Thursday, September 2, 2010

Verizon’s New Prepaid Plans: No Great Savings Here

Verizon Wireless on Thursday unveiled new prepaid data plans for some multimedia and 3G smart phones, including several BlackBerry and Droid handsets. The offerings include an unlimited data package for $30 per month; and a $10 plan with a stingy 25MB monthly cap (with a 20-cents-per-megabyte overage fee).



Prepaid wireless plans are handy for customers with malodorous credit, or for those who simply don't want to be tied down to a long-term contract. Carriers charge prepaid customers more for cell phones. For instance, a Verizon Wireless customer who signs a 2-year deal pays $200 for a Droid X, whereas the prepaid user pays nearly twice as much ($395).

While carriers subsidize phones for their contract customers, they recover the discount over the life of the plan. But if that's the case, shouldn't prepaid customers catch a break on monthly charges?

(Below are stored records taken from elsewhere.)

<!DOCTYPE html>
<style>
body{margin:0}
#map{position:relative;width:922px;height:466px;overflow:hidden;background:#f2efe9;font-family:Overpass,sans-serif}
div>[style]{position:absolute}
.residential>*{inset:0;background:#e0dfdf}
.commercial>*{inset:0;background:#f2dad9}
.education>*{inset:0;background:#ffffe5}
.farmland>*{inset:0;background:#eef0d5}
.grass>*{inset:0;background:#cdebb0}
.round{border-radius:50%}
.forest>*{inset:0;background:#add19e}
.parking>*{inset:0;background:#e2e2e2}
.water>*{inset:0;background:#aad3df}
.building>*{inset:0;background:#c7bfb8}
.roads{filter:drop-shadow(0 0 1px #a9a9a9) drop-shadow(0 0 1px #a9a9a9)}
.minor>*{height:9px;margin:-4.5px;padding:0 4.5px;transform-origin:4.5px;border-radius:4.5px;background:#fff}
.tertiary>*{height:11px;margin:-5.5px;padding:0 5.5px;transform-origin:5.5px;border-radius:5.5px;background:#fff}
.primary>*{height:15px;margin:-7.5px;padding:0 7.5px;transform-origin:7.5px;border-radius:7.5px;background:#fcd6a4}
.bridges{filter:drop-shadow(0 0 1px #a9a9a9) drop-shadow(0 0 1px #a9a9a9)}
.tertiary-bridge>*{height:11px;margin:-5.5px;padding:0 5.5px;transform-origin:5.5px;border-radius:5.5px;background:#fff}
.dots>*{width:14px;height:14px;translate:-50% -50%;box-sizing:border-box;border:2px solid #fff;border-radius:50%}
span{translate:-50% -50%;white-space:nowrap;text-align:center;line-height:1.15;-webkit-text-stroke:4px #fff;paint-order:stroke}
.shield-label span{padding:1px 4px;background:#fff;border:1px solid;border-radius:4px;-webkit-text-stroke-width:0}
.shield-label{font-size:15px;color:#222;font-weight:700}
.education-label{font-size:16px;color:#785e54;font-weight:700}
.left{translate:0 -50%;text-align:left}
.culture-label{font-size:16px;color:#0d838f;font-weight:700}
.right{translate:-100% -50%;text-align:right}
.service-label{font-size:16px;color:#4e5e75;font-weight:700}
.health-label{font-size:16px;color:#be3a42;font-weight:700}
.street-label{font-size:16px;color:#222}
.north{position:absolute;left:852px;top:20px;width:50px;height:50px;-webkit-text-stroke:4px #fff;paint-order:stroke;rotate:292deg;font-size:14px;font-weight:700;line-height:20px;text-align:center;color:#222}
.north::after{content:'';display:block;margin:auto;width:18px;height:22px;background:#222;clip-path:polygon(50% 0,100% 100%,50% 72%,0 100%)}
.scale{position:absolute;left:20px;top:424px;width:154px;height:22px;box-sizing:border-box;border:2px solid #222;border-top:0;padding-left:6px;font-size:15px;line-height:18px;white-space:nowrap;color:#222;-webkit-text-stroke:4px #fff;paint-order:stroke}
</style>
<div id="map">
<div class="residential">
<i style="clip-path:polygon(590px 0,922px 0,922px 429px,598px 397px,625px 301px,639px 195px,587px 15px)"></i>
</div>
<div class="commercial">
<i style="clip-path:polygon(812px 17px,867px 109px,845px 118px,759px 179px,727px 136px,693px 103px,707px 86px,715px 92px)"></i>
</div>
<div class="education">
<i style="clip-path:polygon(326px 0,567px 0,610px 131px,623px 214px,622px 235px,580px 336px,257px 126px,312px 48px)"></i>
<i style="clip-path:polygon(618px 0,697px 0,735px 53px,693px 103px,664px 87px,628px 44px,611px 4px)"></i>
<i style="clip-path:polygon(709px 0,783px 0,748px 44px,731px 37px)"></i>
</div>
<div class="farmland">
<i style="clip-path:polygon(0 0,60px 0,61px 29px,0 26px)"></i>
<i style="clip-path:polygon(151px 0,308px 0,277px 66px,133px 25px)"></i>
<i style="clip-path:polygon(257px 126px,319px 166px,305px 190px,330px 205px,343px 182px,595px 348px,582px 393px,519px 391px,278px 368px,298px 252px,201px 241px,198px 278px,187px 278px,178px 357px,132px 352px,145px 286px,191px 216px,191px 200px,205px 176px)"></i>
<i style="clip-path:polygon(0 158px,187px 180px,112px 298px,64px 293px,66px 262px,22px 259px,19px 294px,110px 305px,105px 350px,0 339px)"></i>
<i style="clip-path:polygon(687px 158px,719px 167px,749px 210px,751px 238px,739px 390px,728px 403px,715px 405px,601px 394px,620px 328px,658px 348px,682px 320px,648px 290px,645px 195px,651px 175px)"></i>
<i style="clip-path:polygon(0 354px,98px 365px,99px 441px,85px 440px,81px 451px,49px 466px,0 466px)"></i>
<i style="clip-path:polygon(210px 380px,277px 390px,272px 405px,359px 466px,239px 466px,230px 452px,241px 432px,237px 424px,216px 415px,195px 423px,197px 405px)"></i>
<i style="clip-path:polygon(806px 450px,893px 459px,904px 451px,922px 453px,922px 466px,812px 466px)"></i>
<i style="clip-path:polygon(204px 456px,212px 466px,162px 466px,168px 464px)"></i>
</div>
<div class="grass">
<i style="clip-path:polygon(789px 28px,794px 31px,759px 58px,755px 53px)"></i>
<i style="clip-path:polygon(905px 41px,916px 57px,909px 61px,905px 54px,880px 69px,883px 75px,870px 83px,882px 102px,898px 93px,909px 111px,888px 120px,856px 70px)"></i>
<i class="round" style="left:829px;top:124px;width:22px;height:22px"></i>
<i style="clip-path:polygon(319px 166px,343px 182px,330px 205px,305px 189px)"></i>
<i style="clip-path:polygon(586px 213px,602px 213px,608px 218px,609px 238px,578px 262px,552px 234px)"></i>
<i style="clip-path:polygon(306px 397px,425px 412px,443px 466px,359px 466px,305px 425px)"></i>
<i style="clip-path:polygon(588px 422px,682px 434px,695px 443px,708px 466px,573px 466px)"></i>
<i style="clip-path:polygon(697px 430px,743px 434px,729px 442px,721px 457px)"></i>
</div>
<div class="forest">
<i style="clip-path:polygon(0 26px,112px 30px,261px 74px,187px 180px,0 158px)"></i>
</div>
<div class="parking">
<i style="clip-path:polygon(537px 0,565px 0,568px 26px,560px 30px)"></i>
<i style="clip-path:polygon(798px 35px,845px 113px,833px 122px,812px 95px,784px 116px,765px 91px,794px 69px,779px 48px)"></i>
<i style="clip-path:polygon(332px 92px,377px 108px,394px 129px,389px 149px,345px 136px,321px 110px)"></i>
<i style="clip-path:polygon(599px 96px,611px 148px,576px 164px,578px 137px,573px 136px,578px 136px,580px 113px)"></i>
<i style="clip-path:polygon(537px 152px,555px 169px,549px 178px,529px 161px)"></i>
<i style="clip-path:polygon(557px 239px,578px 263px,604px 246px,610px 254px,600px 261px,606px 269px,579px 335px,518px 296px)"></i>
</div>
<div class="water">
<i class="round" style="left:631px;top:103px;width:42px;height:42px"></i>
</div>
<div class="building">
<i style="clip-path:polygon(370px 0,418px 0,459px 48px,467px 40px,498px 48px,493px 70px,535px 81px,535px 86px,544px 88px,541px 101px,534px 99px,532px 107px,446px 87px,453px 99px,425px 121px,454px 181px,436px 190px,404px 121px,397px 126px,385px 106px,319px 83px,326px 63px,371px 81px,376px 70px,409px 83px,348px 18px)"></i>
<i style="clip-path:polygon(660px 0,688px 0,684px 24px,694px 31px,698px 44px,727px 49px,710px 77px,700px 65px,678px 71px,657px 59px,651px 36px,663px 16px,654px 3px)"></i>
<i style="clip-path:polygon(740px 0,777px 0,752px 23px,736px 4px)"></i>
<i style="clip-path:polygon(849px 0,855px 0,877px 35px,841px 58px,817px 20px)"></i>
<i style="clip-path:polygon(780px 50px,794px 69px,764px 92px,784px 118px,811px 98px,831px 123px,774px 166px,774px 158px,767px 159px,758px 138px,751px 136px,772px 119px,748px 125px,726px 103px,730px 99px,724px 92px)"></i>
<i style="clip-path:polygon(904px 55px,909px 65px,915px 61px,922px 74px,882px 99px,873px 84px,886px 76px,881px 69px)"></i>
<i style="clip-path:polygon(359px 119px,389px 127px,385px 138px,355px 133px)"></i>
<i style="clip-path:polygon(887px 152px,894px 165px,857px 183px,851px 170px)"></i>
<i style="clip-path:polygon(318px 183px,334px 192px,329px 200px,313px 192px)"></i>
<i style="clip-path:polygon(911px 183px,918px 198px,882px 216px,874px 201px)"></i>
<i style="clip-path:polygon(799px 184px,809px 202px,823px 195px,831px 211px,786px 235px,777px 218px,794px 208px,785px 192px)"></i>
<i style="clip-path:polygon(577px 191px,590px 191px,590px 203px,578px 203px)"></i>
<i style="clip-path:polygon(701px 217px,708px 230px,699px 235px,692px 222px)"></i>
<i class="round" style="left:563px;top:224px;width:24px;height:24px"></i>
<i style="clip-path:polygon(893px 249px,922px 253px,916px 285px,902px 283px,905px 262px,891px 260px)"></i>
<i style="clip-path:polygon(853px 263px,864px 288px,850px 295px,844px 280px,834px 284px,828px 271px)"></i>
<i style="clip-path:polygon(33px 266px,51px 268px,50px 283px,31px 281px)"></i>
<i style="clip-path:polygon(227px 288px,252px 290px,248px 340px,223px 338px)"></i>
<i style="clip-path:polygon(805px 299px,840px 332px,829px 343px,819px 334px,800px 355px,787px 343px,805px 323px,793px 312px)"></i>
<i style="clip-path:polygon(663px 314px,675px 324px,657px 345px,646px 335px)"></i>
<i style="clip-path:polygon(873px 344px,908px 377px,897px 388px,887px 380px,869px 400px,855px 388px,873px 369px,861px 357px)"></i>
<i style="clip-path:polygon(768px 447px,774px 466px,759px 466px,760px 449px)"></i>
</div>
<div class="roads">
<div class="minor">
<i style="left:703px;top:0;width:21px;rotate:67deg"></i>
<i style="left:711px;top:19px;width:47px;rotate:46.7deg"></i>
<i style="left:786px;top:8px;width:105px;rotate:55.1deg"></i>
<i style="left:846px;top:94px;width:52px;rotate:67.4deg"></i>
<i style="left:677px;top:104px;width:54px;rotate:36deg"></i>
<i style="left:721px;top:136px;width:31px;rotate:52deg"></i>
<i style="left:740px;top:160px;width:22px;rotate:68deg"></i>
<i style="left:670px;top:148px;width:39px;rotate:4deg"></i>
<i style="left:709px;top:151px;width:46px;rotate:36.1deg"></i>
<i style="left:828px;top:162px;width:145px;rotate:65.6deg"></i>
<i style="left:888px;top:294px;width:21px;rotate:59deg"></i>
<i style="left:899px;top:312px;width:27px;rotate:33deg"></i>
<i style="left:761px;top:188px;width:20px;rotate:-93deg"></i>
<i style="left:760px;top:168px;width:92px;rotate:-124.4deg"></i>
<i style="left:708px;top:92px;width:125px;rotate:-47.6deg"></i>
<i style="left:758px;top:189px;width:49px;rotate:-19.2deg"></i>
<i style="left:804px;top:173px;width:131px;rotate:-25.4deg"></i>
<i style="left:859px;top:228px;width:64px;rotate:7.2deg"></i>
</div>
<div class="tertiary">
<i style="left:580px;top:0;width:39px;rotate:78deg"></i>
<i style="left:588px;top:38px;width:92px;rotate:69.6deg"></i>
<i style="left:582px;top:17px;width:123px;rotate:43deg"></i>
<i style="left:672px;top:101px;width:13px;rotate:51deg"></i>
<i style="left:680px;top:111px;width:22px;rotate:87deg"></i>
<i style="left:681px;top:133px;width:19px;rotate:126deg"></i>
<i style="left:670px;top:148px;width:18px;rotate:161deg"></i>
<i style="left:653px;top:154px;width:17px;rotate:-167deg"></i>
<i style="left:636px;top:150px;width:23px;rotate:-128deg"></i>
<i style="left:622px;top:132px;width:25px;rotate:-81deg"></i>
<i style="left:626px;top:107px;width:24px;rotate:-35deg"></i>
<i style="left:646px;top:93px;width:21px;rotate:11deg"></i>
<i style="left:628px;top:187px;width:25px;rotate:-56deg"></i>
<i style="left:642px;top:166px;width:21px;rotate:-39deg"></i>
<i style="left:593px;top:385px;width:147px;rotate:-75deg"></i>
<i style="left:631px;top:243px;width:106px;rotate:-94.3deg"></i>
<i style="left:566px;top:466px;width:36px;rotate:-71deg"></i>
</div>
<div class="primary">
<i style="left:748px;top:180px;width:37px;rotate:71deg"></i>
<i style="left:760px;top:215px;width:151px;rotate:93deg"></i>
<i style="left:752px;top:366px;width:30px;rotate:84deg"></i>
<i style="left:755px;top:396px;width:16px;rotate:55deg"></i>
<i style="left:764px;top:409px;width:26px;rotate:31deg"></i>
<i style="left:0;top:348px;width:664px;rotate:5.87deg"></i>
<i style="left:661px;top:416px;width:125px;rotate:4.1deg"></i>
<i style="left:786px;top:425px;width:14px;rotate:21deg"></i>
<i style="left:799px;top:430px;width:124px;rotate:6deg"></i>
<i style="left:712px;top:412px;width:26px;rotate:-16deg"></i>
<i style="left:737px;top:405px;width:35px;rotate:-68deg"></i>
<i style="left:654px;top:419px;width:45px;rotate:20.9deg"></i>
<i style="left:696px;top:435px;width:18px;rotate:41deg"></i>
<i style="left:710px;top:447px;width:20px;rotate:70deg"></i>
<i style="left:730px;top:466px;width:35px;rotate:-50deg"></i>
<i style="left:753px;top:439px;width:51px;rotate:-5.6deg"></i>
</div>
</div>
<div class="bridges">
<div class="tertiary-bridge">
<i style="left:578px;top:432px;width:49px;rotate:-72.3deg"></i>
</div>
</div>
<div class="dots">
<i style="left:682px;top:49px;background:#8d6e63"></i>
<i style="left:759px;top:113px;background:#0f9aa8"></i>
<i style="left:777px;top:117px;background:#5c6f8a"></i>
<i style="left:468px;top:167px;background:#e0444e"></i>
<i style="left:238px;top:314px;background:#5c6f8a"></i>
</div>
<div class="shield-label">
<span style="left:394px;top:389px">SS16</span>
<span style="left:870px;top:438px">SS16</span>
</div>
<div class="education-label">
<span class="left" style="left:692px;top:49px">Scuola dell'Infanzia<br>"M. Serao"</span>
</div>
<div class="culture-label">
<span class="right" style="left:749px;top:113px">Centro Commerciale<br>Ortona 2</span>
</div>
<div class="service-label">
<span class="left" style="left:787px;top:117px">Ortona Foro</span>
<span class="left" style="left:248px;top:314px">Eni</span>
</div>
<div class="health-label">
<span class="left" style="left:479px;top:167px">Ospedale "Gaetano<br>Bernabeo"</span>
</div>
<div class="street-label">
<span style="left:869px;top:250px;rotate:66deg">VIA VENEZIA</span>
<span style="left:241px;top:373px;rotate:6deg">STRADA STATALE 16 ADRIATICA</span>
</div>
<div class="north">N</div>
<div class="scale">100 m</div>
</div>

I configured the least expensive monthly plan for Verizon customers who buy a Droid Xand who want unlimited data. (If you're getting a powerful Droid X--more a wireless mobile computer than a phone--Verizon's $10 per month 25MB data plan is a joke.) As the chart below indicates, not only do prepaid users pay nearly $200 more for their phone, but they also pay $5 more per month in fees.

Verizon's Droid X plans: Contract vs. Prepaid



Again, if the phone subsidy is built into the cost of the two-year contract, where's the service discount for no-contract customers who pay twice the subsidized rate for their phones? Not only is there no discount here, but prepaid users actually pay a little more per month.

The moral here? You'll pay a penalty for prepaid.